Author.objects.filter(
    Exists(
        Book.objects.filter(
            author=OuterRef("id"),
            title__startswith="Book",
        )
    )
).order_by("name")
# [<Author: Alice>, <Author: Charlie>]

Performance: Exists stops evaluation as soon as it finds a matching row, making it very efficient. Per the Django documentation:
Exists is a Subquery subclass that uses an SQL EXISTS statement. In many cases it will perform better than a subquery since the database is able to stop evaluation of the subquery when a first matching row is found.

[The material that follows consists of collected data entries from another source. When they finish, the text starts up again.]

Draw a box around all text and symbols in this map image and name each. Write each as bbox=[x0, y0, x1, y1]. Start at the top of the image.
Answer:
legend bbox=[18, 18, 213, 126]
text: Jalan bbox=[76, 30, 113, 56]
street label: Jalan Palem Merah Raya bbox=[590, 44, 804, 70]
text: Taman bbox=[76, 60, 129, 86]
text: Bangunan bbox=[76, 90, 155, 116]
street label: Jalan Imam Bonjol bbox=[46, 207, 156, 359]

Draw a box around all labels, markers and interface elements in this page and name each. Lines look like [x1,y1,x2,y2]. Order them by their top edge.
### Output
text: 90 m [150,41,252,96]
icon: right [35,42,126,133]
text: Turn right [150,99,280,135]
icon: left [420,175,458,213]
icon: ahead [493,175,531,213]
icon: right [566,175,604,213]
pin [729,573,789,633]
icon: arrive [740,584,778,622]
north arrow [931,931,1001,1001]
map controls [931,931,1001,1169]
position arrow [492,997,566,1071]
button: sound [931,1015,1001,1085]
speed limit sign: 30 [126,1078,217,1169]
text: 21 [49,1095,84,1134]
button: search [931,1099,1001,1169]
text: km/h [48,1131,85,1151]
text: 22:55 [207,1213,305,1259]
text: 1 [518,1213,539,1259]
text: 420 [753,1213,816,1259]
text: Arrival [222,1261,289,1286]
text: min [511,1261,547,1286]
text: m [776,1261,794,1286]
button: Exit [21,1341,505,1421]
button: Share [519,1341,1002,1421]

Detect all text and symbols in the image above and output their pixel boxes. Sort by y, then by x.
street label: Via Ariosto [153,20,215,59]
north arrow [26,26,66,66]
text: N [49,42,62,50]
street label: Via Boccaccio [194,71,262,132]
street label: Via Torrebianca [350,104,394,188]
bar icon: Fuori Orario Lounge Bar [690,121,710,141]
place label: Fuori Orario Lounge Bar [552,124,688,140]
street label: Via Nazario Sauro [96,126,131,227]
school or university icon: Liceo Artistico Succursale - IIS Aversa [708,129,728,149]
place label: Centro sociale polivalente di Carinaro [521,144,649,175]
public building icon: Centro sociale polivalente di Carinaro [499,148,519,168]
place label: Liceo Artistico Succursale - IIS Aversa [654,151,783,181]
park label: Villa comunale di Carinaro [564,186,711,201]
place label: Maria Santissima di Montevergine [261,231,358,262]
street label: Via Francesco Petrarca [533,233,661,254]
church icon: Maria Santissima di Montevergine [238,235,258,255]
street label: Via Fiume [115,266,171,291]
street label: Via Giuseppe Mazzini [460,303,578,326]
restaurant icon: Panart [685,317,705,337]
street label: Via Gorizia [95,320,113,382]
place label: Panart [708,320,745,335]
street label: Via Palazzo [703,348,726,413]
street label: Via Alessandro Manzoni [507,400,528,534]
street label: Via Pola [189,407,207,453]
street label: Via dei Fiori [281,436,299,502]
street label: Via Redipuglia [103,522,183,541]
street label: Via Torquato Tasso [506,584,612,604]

No ordering restrictions: Unlike distinct(*fields), you can order by any field without issues.
Clear intent: The code clearly expresses “find authors who have books whose titles start with ‘Book’” without the complexity of subqueries or distinct operations.
Works everywhere: This solution works with all databases, not just PostgreSQL.

May your Django querysets be duplicate-free and fast.